Monday 27 February 2017

Hospital complaints to HIQA rose 21pc last year

Eilish O'Regan

Eilish O'Regan

The report on Portlaoise is due to be published next month
The report on Portlaoise is due to be published next month

The country's patient safety watchdog received 337 reports about care in hospitals last year - a rise of 21pc compared with 2013, it emerged yesterday.

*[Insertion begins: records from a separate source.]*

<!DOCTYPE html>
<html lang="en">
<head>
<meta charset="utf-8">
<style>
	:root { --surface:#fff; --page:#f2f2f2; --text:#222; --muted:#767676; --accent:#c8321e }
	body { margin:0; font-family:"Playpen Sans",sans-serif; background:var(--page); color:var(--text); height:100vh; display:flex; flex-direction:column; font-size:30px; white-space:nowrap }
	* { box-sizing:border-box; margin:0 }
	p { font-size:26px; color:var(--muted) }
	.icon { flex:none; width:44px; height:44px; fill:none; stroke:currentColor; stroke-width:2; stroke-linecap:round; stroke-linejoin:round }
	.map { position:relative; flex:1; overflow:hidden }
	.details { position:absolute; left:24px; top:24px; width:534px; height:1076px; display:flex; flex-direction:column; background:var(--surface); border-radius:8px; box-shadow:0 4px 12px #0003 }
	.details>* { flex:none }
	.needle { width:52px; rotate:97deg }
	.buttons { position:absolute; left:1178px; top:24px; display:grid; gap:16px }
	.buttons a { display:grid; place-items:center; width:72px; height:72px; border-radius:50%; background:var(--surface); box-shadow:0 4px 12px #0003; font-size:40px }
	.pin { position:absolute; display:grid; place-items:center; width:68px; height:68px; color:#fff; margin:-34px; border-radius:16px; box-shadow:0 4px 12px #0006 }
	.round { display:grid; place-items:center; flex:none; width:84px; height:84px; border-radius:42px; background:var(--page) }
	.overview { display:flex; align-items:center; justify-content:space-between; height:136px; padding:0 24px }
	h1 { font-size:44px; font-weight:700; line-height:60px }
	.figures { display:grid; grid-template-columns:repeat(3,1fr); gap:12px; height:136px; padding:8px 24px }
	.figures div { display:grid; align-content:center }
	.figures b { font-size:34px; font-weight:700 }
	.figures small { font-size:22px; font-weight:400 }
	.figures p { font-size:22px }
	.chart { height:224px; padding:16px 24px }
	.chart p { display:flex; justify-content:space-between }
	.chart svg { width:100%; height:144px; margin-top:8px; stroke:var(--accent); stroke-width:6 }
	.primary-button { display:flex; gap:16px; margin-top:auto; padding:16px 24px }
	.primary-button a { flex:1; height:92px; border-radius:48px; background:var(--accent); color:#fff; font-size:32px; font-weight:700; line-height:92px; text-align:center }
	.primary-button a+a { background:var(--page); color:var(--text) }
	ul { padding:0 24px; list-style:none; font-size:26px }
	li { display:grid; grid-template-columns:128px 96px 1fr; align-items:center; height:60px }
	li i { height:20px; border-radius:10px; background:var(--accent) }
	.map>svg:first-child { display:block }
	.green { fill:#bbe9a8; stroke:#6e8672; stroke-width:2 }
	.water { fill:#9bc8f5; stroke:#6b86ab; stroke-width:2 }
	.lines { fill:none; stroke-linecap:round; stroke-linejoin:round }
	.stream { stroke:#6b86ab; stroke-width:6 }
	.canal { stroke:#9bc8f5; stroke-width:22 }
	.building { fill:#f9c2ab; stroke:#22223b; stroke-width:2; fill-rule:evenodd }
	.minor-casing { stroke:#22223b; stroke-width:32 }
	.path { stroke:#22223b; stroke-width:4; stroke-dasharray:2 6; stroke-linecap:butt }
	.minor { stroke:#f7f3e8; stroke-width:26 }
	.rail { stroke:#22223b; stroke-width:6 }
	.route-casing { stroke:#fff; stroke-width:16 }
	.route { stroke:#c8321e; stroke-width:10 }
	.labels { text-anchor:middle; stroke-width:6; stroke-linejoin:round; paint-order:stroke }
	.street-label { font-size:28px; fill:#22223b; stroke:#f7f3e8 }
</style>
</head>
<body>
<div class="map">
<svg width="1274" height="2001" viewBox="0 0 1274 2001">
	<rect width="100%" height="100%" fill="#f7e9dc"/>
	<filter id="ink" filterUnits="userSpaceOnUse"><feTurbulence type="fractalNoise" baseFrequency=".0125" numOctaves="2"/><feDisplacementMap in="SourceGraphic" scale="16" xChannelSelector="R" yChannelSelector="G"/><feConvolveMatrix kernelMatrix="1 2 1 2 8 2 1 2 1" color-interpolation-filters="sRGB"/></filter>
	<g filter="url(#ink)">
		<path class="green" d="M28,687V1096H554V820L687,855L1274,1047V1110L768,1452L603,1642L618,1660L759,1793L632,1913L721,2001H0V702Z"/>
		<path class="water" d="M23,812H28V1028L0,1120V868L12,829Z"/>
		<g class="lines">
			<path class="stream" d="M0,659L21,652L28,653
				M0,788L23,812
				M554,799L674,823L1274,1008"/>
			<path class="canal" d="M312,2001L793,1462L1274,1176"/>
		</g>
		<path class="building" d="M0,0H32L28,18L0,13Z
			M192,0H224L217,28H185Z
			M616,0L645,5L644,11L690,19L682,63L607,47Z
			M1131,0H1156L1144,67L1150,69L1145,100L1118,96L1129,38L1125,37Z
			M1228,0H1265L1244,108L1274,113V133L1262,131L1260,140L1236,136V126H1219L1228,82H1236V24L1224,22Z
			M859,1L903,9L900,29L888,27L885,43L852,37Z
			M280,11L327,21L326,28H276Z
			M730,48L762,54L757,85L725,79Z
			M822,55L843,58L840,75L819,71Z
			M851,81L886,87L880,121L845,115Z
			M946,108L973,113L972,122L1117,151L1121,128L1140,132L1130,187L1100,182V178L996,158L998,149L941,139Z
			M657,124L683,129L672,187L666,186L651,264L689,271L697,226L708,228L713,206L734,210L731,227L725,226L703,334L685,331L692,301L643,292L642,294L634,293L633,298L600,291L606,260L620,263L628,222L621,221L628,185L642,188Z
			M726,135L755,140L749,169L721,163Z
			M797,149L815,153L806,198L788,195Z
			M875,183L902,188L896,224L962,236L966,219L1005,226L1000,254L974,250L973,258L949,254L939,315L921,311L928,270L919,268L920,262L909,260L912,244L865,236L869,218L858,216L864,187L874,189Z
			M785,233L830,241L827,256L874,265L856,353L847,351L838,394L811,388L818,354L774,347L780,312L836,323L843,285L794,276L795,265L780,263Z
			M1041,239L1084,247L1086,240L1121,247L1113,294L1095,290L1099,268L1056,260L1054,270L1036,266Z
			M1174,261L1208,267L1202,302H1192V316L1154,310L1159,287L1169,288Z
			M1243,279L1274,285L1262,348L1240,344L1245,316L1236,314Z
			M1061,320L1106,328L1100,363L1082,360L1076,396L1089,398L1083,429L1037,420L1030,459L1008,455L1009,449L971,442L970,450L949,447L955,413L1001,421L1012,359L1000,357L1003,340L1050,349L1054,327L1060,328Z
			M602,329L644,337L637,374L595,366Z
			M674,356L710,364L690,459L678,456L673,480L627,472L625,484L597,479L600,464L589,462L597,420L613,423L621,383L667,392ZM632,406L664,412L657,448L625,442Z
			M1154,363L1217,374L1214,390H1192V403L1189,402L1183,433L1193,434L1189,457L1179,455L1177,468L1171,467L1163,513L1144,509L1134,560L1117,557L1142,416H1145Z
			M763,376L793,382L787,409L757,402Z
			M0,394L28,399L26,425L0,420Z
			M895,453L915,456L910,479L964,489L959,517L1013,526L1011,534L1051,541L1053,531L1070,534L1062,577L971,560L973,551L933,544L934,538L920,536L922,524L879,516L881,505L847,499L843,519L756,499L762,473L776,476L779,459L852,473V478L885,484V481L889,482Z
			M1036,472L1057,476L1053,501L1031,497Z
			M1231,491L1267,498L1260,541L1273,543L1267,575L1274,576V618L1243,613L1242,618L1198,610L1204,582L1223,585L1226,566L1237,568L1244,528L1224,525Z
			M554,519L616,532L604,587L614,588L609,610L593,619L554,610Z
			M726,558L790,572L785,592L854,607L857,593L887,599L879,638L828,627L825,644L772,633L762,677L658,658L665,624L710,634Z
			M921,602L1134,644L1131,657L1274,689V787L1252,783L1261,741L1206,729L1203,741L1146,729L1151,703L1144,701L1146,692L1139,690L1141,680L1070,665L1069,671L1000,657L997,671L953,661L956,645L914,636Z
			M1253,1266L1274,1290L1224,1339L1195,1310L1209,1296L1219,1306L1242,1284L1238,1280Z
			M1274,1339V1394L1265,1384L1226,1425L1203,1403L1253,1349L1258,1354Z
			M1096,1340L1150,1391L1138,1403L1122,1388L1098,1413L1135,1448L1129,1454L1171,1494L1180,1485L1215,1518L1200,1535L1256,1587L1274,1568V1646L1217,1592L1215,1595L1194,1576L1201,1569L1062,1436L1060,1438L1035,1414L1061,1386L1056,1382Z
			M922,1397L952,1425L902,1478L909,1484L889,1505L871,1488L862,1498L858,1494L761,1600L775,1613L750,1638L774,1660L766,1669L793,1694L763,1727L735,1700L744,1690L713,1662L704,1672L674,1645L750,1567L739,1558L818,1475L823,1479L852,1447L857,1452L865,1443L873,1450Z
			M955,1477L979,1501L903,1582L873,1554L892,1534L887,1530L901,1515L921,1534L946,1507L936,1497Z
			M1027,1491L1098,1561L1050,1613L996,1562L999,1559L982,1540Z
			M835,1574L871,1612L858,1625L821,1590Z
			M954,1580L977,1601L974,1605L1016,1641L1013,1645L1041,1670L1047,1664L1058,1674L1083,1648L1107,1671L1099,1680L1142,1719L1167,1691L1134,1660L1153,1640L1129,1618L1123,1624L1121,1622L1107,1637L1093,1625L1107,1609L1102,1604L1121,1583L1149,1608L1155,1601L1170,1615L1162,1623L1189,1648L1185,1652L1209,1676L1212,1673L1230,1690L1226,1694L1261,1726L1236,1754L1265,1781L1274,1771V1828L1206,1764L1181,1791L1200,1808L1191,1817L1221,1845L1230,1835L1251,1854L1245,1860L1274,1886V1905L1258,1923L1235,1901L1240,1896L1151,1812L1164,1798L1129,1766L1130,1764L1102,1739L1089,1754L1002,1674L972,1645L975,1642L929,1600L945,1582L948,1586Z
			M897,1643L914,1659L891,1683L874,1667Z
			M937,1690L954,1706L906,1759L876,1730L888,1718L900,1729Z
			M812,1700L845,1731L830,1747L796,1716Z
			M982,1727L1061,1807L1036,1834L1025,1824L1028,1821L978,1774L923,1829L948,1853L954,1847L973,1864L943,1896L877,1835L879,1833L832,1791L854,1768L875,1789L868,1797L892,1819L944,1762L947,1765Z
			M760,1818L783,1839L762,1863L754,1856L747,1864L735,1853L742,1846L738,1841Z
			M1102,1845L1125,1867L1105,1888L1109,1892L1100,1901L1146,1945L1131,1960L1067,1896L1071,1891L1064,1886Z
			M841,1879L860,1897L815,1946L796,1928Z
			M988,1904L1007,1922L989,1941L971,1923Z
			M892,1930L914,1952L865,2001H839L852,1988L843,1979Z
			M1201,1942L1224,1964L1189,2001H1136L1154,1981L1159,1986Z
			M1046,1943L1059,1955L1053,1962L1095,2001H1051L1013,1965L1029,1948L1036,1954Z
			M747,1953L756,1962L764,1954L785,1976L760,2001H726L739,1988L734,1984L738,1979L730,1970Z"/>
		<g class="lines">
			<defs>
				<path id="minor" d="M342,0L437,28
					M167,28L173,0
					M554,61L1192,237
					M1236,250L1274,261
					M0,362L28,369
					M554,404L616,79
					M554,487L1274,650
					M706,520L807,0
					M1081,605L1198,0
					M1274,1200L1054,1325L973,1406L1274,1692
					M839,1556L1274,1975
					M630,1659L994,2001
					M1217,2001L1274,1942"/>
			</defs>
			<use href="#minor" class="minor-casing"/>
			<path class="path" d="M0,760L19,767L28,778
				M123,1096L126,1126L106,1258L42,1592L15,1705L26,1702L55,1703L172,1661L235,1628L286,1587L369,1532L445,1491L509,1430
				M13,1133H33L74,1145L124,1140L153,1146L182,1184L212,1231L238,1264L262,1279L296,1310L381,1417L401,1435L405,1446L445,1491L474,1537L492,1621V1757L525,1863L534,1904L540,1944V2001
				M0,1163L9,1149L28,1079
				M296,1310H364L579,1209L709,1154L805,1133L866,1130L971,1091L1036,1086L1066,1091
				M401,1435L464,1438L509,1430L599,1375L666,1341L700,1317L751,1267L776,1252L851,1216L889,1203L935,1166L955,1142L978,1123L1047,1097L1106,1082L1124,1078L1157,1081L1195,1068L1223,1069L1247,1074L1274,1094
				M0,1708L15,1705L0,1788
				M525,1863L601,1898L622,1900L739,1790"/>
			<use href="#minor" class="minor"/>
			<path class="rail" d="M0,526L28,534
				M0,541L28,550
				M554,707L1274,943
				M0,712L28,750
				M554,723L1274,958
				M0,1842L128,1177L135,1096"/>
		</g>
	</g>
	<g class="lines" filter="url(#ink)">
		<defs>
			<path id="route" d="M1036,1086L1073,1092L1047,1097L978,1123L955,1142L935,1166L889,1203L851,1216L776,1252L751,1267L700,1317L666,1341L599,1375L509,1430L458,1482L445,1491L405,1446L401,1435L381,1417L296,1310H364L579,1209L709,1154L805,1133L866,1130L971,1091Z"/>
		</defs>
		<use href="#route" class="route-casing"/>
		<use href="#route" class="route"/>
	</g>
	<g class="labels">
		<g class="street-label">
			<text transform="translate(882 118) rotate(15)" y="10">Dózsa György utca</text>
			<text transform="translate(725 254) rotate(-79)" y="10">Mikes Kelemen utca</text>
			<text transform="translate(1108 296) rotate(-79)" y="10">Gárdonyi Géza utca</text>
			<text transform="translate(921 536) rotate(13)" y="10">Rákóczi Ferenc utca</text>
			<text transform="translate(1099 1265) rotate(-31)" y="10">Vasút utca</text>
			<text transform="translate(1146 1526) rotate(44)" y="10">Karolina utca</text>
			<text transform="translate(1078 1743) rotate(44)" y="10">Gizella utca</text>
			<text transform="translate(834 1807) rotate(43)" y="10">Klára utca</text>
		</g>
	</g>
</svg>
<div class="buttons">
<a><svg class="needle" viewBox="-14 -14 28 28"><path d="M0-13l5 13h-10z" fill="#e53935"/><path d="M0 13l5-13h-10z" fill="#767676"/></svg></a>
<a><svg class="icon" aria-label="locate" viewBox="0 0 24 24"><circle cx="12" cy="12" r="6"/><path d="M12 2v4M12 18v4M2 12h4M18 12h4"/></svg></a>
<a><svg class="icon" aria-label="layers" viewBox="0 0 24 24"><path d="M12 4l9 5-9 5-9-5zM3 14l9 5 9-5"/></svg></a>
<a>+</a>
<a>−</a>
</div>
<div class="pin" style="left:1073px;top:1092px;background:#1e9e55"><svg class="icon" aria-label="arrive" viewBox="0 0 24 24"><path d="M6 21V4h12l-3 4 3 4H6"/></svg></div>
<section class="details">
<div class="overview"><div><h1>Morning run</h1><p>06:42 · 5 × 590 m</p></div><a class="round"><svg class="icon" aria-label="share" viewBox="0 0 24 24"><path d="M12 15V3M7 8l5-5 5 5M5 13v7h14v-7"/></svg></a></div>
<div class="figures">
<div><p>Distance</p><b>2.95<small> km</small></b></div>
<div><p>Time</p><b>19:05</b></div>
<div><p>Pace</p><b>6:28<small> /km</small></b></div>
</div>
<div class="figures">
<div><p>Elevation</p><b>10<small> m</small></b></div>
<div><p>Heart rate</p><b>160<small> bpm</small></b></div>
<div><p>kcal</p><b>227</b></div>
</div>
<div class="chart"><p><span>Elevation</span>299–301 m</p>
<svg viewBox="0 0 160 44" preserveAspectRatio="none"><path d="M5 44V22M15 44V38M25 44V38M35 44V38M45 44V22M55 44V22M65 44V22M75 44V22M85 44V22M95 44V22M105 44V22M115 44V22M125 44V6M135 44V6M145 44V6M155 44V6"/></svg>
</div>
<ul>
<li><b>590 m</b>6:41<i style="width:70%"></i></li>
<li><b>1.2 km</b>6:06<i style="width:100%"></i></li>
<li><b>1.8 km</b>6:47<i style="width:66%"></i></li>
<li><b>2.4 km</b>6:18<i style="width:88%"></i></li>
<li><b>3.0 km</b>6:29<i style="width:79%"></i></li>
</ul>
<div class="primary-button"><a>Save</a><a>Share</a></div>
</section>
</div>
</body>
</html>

The majority of complaints received were used to inform ongoing monitoring and investigation programmes, such as the probe into standards of care at Portlaoise Hospital, the annual report of the Health Information and Quality Authority (HIQA) revealed.

The report on Portlaoise is due to be published next month.

The biggest number of complaints, 609, related to nursing homes. HIQA inspects nursing homes run by the Health Service Executive and private providers.

Another 203 complaints were made about disability services and 85 related to centres looking after children in State care as well as social services in the community.

"Our inspectors assessed and responded to 80 pieces of information as well as notification about high-risk incidents in designated centres for children with disabilities," it said.

The report said it carried out 762 inspections of nursing homes and one was closed.

Another 678 inspections of centres for adults and children with a disability took place.

They made 52 unannounced visits to hospitals.

Challenges

In five inspections of social services charged with child protection, the inspectors found that social workers and other staff worked hard but faced significant challenges. There were long waiting lists for basic social work interventions such as assessment and many foster carers did not have link workers.

The inspectors also found some children, deemed to be at serious and ongoing risk, did not have social workers.

There were no specific policies or procedures in place for managing allegations of institutional or organised abuse and retrospective disclosures.

The watchdog is to publish a report this year on foot of its inspection of child protection and welfare services in direct provision accommodation - residential institutions where asylum seekers live while they wait a decision on their asylum application.

Referring to hygiene inspection of hospitals, the report said that while most were generally clean, there were varying levels of compliance with standards.

Poor levels of compliance were seen in the cleanliness of patient equipment and in sanitary facilities. The report warned a culture of good handwashing had still not been embedded fully across all hospitals.